仕事の区切りは年度の初めと終わりできちんとつけるくせに、年末というのはどうしてこうも終止符を求められるのか。出入りの業者が正月休みに入るという連絡を持ってくる。それにあわせて在庫の発注具合を変える。中間報告をまとめて母体の企業へ挨拶回り。ついでに出資者のところにも連れ回されて、飲みたくもないのに酒盛りに付き合わされる。それだけかと思えばクリスマスと正月の商戦の企画を立てるようにと要求される。
それこそ文字通り、目の回るような忙しさだった。クリスマスと前後するように、年内最後の大規模レースが待っているというのに、運営委員会は更に厄介ごとを匂わせてくれた。これ以上は許容量を軽く突破すると訴えたところで、委員会のトップを考えるに、きっと聞き入れてはもらえない。
なんだかんだと言い訳をして委員会主催の宴会を途中退席しただけでぐったりと疲れ切って、思わず最寄り駅からはタクシーを使ってしまった。
研究所に戻った頃には、既に周囲の家々はひっそりと静まり返っており、玄関やら窓やらに光るクリスマスのイルミネーションだけがきらきらと存在を主張していた。
「あー、みんなお疲れさま」
しかし、所内はまた別次元だ。実験にせよ書類にせよ、最後の追い込みにかかる面子が少なくない。いつにない残業率を誇る研究員たちが、一様に疲れきった表情で、書斎の入り口に姿を現した土屋を労った。
「早かったですね」
部屋の最奥、自分専用の机になんとか辿り着いた土屋に、すかさず湯気の立つ紙コップが差し出される。修羅場に突入するたびに研究所内のどこかから持ち出されてくる、コーヒーポットの恩恵だ。「インスタントですけど」とどこか申し訳なさそうに付け加えられ、土屋はしみじみと首を振った。あたたかく、アルコールが入っておらず、目を覚ましてくれる飲み物。それだけで、今の土屋には十分すぎるありがたさだ。
「今日は珍しく、鉄心先生に絡まれなかったからね」
ふうふうと息を吹きかけ、一口含んで溜め息をこぼす。ほんのりと体の中心が温まると、それだけで幸せになった気がするのだからお手軽なものだ。
「なるほど、それは珍しいですね」
「ありがたいけど、何か裏がありそうな気がするから怖いよ」
心底納得した風情の相槌には、ぐったりと背もたれに体重を預けながら弱気な本音をぽつり。聞くとなしに会話を耳にしていたらしい部屋の面々から苦笑を誘って、土屋もまた、諦めの混じった溜め息を吐き出した。
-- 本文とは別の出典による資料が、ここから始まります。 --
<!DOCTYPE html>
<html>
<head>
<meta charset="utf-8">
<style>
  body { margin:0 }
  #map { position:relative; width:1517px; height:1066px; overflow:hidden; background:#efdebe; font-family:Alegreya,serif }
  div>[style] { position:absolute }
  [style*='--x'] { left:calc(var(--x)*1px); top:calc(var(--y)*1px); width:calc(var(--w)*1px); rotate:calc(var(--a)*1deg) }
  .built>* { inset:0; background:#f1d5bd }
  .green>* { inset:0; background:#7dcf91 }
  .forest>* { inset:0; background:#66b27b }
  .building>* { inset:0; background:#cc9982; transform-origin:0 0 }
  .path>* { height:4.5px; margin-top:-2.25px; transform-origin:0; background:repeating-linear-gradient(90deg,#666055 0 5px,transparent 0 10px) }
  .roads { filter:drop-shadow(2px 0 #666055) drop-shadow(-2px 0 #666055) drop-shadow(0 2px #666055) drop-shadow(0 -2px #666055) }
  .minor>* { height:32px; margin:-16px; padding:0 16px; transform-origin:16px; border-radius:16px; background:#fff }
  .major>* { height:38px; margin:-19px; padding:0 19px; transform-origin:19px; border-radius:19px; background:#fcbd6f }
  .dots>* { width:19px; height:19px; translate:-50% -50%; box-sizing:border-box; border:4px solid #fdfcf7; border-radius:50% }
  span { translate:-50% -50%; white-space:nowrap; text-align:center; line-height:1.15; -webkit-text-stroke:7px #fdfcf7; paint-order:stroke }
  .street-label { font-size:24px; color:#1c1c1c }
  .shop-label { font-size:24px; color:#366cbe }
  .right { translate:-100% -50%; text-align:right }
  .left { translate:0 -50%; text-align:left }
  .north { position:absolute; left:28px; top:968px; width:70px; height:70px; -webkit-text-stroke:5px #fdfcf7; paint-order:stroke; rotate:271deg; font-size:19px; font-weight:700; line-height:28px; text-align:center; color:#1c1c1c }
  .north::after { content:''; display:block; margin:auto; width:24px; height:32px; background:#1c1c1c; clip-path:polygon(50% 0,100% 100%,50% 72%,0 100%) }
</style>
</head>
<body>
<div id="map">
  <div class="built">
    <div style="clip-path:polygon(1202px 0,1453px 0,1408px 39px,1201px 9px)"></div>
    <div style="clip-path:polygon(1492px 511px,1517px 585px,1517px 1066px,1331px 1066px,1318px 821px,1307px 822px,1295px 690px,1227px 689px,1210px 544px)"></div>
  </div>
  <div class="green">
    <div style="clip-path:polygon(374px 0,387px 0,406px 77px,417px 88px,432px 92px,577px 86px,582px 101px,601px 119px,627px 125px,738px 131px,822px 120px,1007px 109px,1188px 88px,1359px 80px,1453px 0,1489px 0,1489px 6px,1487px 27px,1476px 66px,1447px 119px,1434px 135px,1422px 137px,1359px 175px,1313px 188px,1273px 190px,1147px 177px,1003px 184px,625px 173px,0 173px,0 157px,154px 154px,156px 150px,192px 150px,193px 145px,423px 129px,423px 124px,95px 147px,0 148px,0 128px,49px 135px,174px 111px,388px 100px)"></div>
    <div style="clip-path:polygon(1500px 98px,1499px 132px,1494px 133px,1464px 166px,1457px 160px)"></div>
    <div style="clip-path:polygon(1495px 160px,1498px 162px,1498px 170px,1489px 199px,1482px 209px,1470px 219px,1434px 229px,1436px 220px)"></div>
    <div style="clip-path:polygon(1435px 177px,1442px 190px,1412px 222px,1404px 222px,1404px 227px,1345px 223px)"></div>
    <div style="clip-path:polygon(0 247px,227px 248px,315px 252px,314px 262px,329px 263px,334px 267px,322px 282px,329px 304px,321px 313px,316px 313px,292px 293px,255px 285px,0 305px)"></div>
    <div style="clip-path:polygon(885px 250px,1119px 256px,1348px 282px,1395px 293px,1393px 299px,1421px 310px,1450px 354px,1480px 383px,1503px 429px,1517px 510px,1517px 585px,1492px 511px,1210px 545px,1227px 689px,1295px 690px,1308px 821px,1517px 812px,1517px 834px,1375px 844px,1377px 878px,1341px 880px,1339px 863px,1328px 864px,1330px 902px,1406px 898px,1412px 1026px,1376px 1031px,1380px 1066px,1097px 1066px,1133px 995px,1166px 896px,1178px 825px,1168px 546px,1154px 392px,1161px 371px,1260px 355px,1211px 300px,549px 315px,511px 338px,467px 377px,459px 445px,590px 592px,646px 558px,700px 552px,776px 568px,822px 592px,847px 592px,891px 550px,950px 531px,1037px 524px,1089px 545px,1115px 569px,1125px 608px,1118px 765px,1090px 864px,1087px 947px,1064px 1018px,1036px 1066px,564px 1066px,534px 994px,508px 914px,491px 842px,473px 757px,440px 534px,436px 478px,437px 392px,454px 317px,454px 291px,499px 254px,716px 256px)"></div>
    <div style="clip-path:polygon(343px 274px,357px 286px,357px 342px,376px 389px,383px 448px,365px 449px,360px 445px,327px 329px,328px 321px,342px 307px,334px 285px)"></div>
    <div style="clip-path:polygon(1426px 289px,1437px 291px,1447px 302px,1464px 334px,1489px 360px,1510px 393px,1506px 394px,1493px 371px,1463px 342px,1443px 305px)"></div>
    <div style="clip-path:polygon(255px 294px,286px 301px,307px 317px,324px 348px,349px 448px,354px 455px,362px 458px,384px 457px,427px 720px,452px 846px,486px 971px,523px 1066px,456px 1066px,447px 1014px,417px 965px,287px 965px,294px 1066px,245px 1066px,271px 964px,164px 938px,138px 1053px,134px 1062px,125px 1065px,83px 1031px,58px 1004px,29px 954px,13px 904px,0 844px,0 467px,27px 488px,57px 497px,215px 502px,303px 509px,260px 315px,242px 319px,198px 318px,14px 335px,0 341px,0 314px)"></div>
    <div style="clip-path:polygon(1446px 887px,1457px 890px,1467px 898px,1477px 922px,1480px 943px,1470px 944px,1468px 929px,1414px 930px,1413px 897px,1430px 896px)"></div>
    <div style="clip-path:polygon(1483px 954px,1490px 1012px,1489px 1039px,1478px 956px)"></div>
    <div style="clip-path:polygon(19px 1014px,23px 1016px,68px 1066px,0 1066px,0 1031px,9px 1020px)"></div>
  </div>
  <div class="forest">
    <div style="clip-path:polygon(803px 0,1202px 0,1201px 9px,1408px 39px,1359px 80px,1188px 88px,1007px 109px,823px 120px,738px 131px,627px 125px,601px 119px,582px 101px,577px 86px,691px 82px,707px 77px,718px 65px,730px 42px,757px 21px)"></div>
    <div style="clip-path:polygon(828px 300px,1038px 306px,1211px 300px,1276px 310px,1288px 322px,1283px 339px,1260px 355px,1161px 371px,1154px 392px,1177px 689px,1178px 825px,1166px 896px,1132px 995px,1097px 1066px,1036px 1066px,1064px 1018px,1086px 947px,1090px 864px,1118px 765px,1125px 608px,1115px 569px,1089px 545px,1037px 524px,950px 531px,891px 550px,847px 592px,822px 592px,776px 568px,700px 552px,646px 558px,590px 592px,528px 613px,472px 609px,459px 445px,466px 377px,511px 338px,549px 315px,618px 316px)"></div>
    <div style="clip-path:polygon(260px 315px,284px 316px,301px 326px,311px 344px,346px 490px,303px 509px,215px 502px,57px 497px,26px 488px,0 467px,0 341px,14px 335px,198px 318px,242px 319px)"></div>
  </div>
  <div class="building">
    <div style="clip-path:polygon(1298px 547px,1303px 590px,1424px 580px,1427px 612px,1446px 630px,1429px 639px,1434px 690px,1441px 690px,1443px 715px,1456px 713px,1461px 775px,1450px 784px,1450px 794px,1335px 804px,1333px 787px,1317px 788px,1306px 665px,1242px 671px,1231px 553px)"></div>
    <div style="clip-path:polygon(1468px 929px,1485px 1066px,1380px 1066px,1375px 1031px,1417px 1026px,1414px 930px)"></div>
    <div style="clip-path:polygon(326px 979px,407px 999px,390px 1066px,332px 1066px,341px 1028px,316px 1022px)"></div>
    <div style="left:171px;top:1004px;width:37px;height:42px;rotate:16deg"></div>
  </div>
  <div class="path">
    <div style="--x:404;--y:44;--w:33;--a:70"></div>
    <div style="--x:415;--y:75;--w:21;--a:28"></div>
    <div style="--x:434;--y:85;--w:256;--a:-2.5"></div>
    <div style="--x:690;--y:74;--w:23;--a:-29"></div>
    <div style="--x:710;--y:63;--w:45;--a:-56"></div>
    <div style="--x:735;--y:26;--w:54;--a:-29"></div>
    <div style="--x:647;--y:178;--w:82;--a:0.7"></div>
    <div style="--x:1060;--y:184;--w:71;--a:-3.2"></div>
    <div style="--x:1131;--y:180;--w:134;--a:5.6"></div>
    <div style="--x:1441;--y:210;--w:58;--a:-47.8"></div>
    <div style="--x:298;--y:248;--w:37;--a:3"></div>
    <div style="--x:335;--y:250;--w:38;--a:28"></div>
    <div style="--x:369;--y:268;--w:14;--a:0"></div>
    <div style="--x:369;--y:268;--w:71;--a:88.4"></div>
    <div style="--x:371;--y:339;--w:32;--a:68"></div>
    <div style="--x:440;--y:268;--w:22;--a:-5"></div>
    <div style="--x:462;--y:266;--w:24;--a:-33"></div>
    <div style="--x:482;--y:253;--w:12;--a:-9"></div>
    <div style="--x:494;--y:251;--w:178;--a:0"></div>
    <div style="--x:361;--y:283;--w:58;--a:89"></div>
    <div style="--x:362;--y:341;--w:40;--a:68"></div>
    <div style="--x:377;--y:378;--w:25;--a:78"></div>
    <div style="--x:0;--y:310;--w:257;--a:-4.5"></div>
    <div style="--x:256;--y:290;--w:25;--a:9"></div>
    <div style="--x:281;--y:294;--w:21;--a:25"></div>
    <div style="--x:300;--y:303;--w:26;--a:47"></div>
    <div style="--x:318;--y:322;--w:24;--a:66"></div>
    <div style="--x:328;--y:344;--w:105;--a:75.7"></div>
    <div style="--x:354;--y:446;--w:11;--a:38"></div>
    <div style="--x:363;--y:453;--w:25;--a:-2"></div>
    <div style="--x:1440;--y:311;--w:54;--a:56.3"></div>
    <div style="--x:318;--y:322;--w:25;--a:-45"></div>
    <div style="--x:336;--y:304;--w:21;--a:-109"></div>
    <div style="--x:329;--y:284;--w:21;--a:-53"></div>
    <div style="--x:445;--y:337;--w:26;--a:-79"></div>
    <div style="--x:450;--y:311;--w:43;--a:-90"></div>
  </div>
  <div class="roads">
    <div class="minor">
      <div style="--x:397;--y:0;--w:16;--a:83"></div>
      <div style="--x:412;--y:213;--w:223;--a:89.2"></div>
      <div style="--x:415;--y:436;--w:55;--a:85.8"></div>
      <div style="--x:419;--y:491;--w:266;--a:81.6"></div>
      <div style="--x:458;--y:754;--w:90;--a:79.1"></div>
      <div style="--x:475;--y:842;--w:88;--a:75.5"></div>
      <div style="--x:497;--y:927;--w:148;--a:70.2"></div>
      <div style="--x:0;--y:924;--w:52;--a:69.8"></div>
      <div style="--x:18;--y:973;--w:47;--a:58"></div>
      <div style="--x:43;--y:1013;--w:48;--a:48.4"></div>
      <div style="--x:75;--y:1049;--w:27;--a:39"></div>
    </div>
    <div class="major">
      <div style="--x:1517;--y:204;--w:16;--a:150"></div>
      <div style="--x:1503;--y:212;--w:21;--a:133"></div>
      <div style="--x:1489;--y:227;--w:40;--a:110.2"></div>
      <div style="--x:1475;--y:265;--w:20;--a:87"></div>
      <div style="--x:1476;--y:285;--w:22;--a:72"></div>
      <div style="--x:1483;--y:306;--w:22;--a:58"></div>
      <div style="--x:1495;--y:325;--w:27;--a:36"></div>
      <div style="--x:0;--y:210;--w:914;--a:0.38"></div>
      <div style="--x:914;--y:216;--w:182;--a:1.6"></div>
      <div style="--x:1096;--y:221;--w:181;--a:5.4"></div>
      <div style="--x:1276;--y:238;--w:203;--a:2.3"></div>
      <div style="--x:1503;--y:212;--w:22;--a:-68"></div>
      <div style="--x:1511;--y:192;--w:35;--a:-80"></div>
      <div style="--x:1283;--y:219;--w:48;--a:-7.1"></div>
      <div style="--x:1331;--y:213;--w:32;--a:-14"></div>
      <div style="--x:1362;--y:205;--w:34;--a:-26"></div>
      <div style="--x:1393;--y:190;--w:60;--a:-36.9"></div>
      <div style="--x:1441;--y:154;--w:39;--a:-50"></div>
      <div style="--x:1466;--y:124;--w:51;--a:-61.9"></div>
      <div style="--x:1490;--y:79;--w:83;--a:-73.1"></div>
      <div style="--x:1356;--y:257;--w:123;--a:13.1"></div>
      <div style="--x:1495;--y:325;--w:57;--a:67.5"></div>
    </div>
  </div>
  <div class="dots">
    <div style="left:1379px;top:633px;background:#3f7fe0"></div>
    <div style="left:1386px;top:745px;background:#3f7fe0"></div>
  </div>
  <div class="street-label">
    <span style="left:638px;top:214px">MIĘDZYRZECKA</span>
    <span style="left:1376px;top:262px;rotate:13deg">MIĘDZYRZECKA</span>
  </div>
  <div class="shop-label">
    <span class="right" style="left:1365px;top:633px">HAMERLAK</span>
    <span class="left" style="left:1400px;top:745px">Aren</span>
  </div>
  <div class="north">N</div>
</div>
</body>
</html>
今日は朝も早くから研究所を空けていたため、日付がもうすぐ変わるような時刻ではあるものの、まだ休むわけにはいかない。机に備え付けのパソコンを立ち上げ、メーラーを呼び出す。案の定、たった一日で山と詰まれた未読メールに、土屋は軽く眩暈を覚えた。
「そうだ、博士。これ、Jくんが差し入れに」
送信者を流し見て、急ぎのものからまずは着手しようとマウスを滑らせていた手は、思い出したような研究員の声に静止する。言いながら示されたのは、土屋の机の端にちょこんと乗せられていた小皿だった。かわいらしい、いかにも手作りといった風情のクッキーが三つ載せられている。さりげない気遣いに思わず目を細めながら、土屋は重い溜め息をつく。そういえば、この一週間ほど、あまりの忙しさに、子供とまっとうに会話をしていない気がする。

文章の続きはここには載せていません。